You're never too old to learn

Just ask Louise del Busto Gomez from the southwestern French town of Castres.

Louise del Busto Gomez swearing in ceremony (screenshot France 3)
 On Wednesday the 84-year-old - yes for the purposes of this story you might want to double check her age - officially became a lawyer at a swearing-in ceremony in the city of Toulouse.

And if that weren't enough, the octogenarian is not only qualified to practise in France but also in the Spanish city of Barcelona.

Not bad going for a woman who only began hitting the books after she had retired and had never even passed her baccalaureate or high school diploma.

Her story is one that must surely draw admiration from anyone and make us all sit up and take notice; a salutary lesson to us all.
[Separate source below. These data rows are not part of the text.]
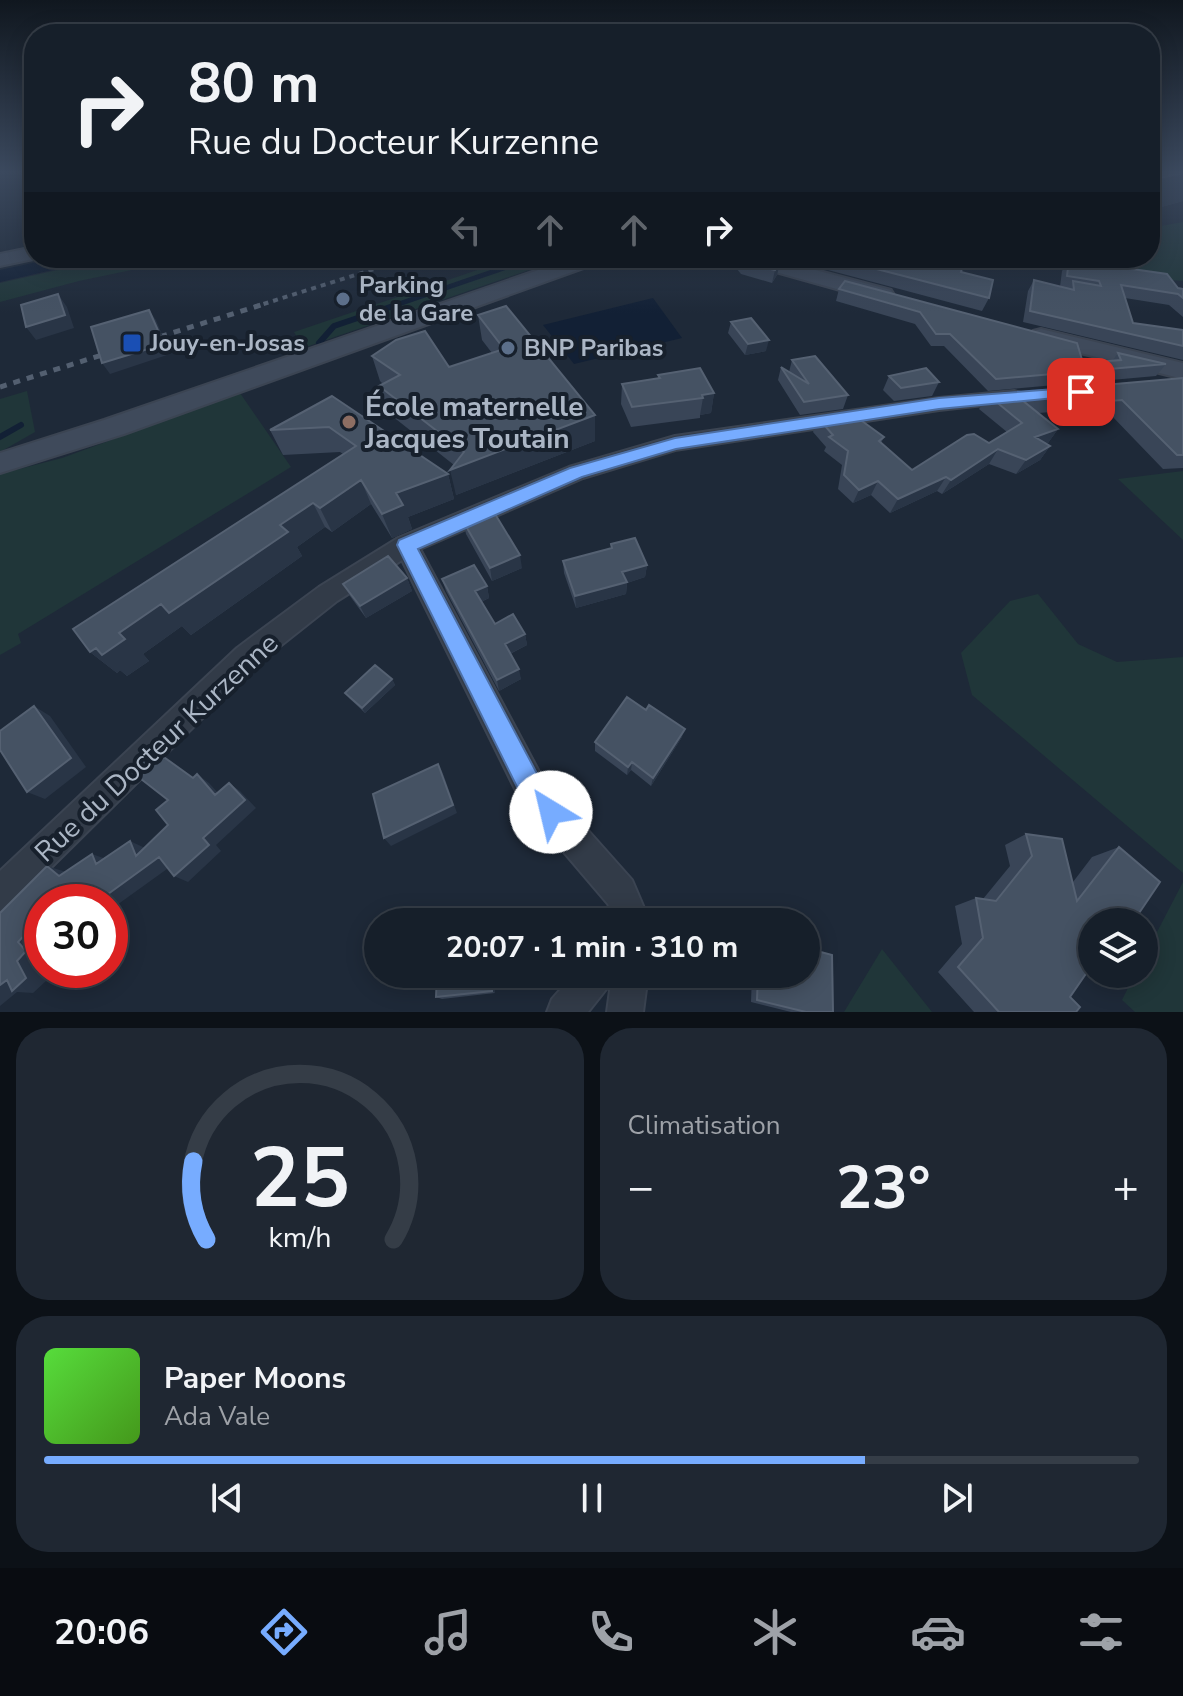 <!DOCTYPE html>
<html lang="fr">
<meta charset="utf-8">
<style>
body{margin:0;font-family:"Nunito Sans",sans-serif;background:#1f2732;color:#f1f3f6;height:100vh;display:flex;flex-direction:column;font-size:30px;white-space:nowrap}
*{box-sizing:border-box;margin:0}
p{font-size:26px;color:#9ea2a8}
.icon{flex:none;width:44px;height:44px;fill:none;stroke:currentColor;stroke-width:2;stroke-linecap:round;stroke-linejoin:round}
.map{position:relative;height:1012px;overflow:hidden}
.details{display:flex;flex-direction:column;gap:16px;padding:16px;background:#0c1117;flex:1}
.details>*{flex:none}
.guide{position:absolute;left:24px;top:24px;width:1136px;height:244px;border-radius:32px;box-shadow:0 4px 20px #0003,0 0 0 2px #353d47;background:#161f2a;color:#f1f3f6;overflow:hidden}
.fabs{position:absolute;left:1078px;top:908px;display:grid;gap:16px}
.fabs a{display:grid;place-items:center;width:80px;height:80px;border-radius:50%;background:#161f2a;box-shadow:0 4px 20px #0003,0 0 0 2px #353d47;font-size:40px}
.speed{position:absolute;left:24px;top:884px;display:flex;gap:16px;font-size:40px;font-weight:700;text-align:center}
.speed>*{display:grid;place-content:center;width:104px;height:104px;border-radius:50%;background:#161f2a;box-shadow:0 4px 20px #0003,0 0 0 2px #353d47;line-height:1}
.speed .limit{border:12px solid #d22;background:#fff;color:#111}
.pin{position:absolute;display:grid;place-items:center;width:68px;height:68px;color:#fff;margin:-34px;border-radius:16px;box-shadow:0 4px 12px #0006}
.me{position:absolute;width:88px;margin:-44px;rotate:324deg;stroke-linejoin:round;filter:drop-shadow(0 0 6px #0008)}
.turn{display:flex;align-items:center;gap:28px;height:168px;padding:0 32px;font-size:36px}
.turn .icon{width:104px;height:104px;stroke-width:2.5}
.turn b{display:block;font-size:56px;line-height:68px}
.lanes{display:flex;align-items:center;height:76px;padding:0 32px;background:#0003;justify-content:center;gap:40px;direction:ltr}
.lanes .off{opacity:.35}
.big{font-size:60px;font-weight:700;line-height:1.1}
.details .widget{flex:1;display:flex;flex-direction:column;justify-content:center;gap:12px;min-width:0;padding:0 28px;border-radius:32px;background:#1f2732}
.details .dial{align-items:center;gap:0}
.dial svg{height:208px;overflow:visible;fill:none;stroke:#353d47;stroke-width:7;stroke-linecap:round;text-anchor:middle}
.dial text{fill:#f1f3f6;stroke:none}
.song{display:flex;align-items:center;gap:24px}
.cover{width:96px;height:96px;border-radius:12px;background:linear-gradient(135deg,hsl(110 70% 55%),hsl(100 70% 35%))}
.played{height:8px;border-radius:4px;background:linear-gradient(90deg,#77acff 75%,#353d47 75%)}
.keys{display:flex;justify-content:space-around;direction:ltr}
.heat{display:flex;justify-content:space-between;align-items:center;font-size:44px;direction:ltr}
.details .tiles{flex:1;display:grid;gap:16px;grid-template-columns:1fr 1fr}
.widget:last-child{grid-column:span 2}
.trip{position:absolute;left:364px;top:908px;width:456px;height:80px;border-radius:40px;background:#161f2a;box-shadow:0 4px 20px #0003,0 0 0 2px #353d47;font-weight:700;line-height:80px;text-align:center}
.tab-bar{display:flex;height:128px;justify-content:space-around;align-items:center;background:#090c11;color:#9ea2a8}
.tab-bar .icon{width:56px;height:56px}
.tab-bar .on{color:#77acff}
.tab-bar b{font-size:36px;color:#f1f3f6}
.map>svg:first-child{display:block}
.green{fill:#203639}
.water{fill:#122035}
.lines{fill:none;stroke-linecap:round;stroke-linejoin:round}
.stream-far1{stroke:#122035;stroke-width:5}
.stream{stroke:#122035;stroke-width:6}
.street-casing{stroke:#3b4452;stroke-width:4}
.secondary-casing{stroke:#3b4452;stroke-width:4}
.street{fill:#323b48;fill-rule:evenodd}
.secondary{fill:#3f4a5b;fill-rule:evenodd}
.rail-far1{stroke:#535f70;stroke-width:4;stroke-dasharray:5 5;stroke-linecap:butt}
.rail{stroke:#535f70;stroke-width:5;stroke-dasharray:7 7;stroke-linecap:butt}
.wall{fill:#394557}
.shaded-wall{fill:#293546}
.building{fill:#455263;stroke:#556172;stroke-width:2}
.route{fill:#77acff;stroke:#4d70a6;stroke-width:2}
.service-dot{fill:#5c6f8a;stroke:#17202c;stroke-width:3}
.transit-dot{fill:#1a4fb4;stroke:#17202c;stroke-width:3}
.education-dot{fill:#8d6e63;stroke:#17202c;stroke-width:3}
.labels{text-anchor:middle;stroke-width:8;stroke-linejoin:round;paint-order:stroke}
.far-poi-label{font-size:24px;font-weight:bold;fill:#abb6c5;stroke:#17202c;text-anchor:start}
.poi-label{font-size:28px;font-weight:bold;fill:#abb6c5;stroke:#17202c;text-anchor:start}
.street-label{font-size:28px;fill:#abb6c5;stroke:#17202c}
</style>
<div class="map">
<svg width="1183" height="1012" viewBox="0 0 1183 1012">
<rect width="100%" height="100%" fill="#1e2938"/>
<!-- green -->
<path class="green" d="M1183,222V281L1132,277L1000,258H1150V228Z
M110,258H189L79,281L0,302V283Z
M513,258H564L303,348L294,332Z
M27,391L35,432L0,452V399Z
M240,393L291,467L18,634L21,643L0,655V474L62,458Z
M1183,471V540L1118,479Z
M1038,594L1078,644L1117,662L1183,657V873L972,695L961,653L1010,601Z
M1183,882V1012H1135L1122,1000L1135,974H1144V957Z
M882,949L932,1012H844Z"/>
<!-- water -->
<path class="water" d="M56,258H105L0,282V270Z
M653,298L682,338L574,364L543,325Z"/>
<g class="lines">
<!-- stream-far1 -->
<path class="stream-far1" d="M390,307L533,258"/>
<!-- stream -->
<path class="stream" d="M319,343L334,326L396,305
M0,437L21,425"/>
<defs>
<path id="street" d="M1014,391L1021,393L1023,397L1021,401L939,410L675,450L583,478L420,549L544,781L632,880L650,922H616L608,904L522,803L402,560L337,601L255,666L12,906L0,911V871L237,648L319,587L398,538L569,467L675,436L939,398Z
M574,974H648L643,1012H607L611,983L588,1012H547L552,999Z"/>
<path id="secondary" d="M34,247V258H38L0,266V254Z
M573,258H603L600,262L124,434L0,473V453L104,420Z
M737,258H770L891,290L894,295L883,302L740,262Z
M1041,329L1183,363V379L1033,341L1029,336L1033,331Z"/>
</defs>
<!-- street casing -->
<use href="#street" class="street-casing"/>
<!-- secondary casing -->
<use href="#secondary" class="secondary-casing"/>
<!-- street -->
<use href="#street" class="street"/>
<!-- secondary -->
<use href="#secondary" class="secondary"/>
<!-- rail-far1 -->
<path class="rail-far1" d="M254,307L409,258"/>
<!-- rail -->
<path class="rail" d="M0,387L261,305"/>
</g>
<!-- wall -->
<path class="wall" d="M1150,171H1183V201L1150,210Z
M728,258H763L780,263L777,275L772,283L741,274Z
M783,258H965L961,272L989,298L982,311Z
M1069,260L1183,289V317L1169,305L1125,298L1133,323L1183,330V360L1023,322L1028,291L1034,280L1060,287L1062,271Z
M845,281L1083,363L1113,360L1118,353L1166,364L1156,376L988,391L944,346H931L915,324L836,301L839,289Z
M478,315L595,441L456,495L454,465L387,412L379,386L383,384L380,381L372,356L449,367L492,353L482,340Z
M731,322L766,351L745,355L728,333Z
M792,360L848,395L843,409L800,415L778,380L781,367L789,372Z
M658,375L714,393L711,413L700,415V418L631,427L621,404L622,384L658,378Z
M889,376L939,382L932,396L894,401L883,390Z
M1183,378V468L1163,469L1110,414L1084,416L1079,410L1038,413L1058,429L1048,443H1046L1050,446L1040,460L1016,474L989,464L942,494L937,491L890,513L871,495L853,503L838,489L842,465L824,451L826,447L813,432L818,418L884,437L881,443L912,470L989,443L1007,432L979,409L988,395Z
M332,396L448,474L454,499L408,517L412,529L392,538L371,504L332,532L325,527L297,547L302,556L191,635L182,626L143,654L149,661L127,676L120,670L117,673L90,652L343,454L340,452L283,455L270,430Z
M463,521L522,568L492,581L466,534Z
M611,544L647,565L645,577L627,583L626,594L576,608L564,573L563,561L611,548Z
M407,578L412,591L366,618L350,596L343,584Z
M442,579L487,586L489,598L481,602L495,624L525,634L527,645L510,654L521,679L499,691L446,591Z
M392,679L395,685L365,713L349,698L345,693Z
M682,737L651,786L631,770L627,775L595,751V742Z
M1026,834L1073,882L1092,857L1119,847L1133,922H1092L1070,997L1076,1012H974L938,972L962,944L955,906L976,898L983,899L1010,866L1005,845Z
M495,974V993L442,999L436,997Z
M752,974H806L833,1012H791L751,1002Z"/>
<!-- shaded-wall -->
<path class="shaded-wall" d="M1183,173V201L1150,210V194L1160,178Z
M780,263L777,275L772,283L775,270Z
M58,294L67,307L74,328L36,340L26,327Z
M149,310L156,320L170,354L110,374L102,363Z
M769,340L766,351L745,355L748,344Z
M714,393L711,413L700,415L703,398L702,395Z
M595,415V441L456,495L450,470Z
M1058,429L1048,443L1025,451L1035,437Z
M1050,446L1040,460L1016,474L1026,460Z
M998,449L989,464L942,494L951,480Z
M448,474L454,499L408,517L412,529L392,538L382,514L396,493Z
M946,477L937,491L890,513L898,499Z
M361,480L371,504L332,532L320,508Z
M878,481L871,495L853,503L859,490Z
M313,503L325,527L297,547L302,556L191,635L169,613L280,525Z
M520,555L522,568L492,581L490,568Z
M647,565L645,577L627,583L626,594L576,608L575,596L622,572Z
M407,578L412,591L366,618L360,606Z
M487,586L489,598L478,603L475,591Z
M161,604L182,626L143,654L149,661L127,676L120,670L117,673L90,652Z
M525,634L527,645L507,655L505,644Z
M519,669L521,679L499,691L497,680Z
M392,679L395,685L365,713L362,708Z
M34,706L50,716L86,767L45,799L27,792Z
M685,729L682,737L651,786L653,778Z
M632,762L631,770L627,775L628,767Z
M438,764L443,773L457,813L391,846L384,838Z
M197,774L209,783L227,803L215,795Z
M229,783L240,791L256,808L216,845L221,851L188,882L174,876L203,838Z
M130,841L145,848L136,856Z
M92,854L109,860L96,864Z
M159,857L174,864L110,910V902H97Z
M47,866L66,872L59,876Z
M70,887L79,902H56Z
M42,916V942L38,946L42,950V959L38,964L46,981L33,993L17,992L0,1006V985L17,961L18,942Z
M492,974H495V993L492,991Z"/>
<!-- building -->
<path class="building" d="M1150,171H1183V173L1160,178L1150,174Z
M740,258H763L780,263L775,270L743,262Z
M834,258H965L961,272L993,280L989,298Z
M1069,260L1167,274L1178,288L1183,289V298L1178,294L1121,285L1133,323L1183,330V346L1030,311L1034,280L1074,290L1073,281L1101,286L1099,281L1067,276Z
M845,281L1077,343L1083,363L1121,360L1118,353L1166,364L996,379L950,334H936L920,312L839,289Z
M58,294L65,315L26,327L21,305Z
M506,306L595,415L450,470L464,452L379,386L400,375L372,356L396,340L425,331L449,367L504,349L478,315Z
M149,310L164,344L102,363L91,327Z
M751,318L769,340L748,344L731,322Z
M815,356L848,395L804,402L781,367L809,384L792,360Z
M700,368L714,393L702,395L703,398L632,407L622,384L660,378L658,375Z
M926,368L939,382L901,388L889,376Z
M1183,378V455H1177L1122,400L1095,402L1090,396L1022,400L1058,429L1035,437L1050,446L1026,460L998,449L951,480L946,477L898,499L878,481L859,490L844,475L848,451L829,437L833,435L818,418L851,413L884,437L879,441L912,470L967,435L974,434L989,443L1022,423L988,395L1013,393L1018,397L1014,393Z
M332,396L448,474L396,493L403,505L382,514L361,480L320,508L313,503L280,525L288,532L169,613L161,604L119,633L125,639L102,655L96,648L90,652L73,629L356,446L329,427L270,430Z
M492,509L520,555L490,568L463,521Z
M635,538L647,565L622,572L627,582L575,596L563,561L612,548L611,544Z
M388,556L407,578L360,606L343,584Z
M474,565L487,586L475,591L495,624L513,614L525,634L505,644L519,669L497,680L442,579Z
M375,665L392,679L362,708L345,693Z
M627,697L646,710L649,705L685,729L653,778L632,762L628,767L595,742Z
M34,706L71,758L27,792L0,750V731Z
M154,750L193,778L197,774L215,795L229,783L245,800L203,838L209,845L174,876L159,857L97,902H75L70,887L56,902H42V916L18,942L26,951L17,961L26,978L12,991L7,980L0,985V913L47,866L59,876L92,854L96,864L130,841L136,856L168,825L156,810L168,800L132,772Z
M438,764L453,805L384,838L373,794Z
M1026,834L1062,839L1077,901L1119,847L1160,882L1133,922H1126L1123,919L1121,922H1092V965L1070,997L1080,1007L1076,1012H999L958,967L983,938L976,898L996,901L1032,856Z
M532,913V922H441Z
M806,948L832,955L833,1012H806L757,1000L758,974H806Z
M437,974H492V991L436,997Z"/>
<!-- sky -->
<linearGradient id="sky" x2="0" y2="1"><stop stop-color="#10171f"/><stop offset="0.55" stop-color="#3b495e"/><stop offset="1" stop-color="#3b495e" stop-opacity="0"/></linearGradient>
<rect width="1183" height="313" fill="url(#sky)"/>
<!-- route -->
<path class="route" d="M1081,387L1089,392L1086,395L939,409L676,449L582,477L418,549L542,783L563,812L560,821L551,825L542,821L524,801L397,545L399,540L570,468L675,438L939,398Z"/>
<!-- markers -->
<g class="service-dot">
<circle cx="343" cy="299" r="8"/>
<circle cx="508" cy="348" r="8"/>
</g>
<rect class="transit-dot" x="122" y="333" width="20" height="20" rx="4"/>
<circle class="education-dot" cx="349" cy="422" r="8"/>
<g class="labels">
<!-- far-poi labels -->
<g class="far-poi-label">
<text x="359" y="293">Parking<tspan x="359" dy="28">de la Gare</tspan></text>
<text x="150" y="351">Jouy-en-Josas</text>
<text x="524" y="356">BNP Paribas</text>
</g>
<!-- poi labels -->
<g class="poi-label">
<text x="365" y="416">École maternelle<tspan x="365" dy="32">Jacques Toutain</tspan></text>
</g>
<!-- street labels -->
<g class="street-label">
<text transform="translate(156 747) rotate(-43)" y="10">Rue du Docteur Kurzenne</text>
</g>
</g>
</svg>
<div class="fabs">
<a><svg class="icon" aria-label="layers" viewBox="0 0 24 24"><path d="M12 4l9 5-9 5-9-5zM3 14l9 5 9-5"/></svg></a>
</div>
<div class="speed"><div class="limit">30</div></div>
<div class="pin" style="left:1081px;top:392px;background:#d93025"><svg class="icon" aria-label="arrive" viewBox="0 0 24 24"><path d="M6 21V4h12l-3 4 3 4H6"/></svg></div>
<svg class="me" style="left:551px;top:812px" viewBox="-20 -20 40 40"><circle r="19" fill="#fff"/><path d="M0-13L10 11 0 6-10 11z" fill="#77acff"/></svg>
<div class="trip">20:07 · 1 min · 310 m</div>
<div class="guide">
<div class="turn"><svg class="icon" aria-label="right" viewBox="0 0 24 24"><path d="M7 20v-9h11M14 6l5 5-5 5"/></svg><div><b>80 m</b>Rue du Docteur Kurzenne</div></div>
<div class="lanes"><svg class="icon off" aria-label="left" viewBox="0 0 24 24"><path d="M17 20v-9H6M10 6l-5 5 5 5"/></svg><svg class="icon off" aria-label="ahead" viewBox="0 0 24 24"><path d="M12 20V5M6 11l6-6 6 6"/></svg><svg class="icon off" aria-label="ahead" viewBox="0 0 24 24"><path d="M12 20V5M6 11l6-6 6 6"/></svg><svg class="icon" aria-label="right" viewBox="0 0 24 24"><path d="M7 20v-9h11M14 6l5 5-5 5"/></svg></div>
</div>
</div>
<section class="details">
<div class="tiles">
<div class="widget dial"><svg viewBox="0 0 100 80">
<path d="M14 69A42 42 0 1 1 86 69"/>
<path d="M14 69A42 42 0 0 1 9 39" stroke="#77acff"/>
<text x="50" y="56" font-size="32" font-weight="700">25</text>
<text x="50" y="72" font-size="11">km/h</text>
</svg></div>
<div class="widget"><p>Climatisation</p>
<div class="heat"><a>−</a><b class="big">23°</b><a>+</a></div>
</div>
<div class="widget">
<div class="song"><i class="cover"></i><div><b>Paper Moons</b><p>Ada Vale</p></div></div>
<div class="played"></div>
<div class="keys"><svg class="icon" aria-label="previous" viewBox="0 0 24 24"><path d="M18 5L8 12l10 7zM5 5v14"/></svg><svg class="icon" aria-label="pause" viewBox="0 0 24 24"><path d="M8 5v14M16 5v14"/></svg><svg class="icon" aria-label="next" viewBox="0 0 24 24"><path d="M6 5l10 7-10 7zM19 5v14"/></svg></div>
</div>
</div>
</section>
<nav class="tab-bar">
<b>20:06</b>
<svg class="icon on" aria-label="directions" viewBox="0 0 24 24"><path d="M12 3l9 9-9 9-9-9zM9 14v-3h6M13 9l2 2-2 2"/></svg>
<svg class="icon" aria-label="music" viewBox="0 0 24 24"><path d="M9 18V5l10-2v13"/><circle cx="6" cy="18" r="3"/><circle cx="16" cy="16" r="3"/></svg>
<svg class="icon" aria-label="phone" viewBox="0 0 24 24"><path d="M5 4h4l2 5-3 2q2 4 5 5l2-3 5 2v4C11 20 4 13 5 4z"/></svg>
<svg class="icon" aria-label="climate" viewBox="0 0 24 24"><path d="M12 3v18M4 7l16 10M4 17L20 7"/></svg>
<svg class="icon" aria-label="car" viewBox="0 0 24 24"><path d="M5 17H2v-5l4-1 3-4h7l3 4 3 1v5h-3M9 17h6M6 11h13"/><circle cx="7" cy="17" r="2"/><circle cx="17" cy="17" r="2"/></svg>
<svg class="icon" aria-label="filters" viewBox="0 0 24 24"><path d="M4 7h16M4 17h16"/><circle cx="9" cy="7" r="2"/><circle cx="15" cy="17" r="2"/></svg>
</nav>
Born in Barcelona in 1928, Gomez fled Spain during the country's civil war when she was just 11 years old, arriving in this country as a refugee.

"The day on which Franco entered Barcelona, I left the city on foot and made my way to the border with others who were escaping," she told reporters shortly after her swearing-in ceremony.

Gomez made a life for herself in France, meeting her husband Victor, bringing up two children, settling in Castres and over the years holding a variety of jobs and doing, "a bit of this and a bit of that" from helping out during harvest time, typing for a firm of solicitors, cleaning and a decade spent as a sales assistant at the local Monoprix supermarket.

When Gomez retired, she became involved in a local consumer rights association and that's when her late husband began encouraging her to pursue her studies.



 Maître Louise del Busto Gomez (screenshot France3 report)
She didn't choose the easiest of paths though; not only enrolling at the law faculty in Toulouse but also one in Barcelona at the same time.

"As far as I was concerned, Franco's Spain had deprived me of my childhood," she said.

"That's why I wanted to return to study in the city I was born."

"I had to retake all the exams necessary - in Spanish, and that wasn't easy for me because I had a French accent."

And now Gomez has qualified to practise here in France as well, attending the swearing-in ceremony in Toulouse on Wednesday.

'I'm especially moved because this ceremony made me think about my husband," Gomez said after the ceremony.

"He always encouraged me and told me I could do it," she continued

"And it's thanks to him that I can turn round today and say I'm a lawyer."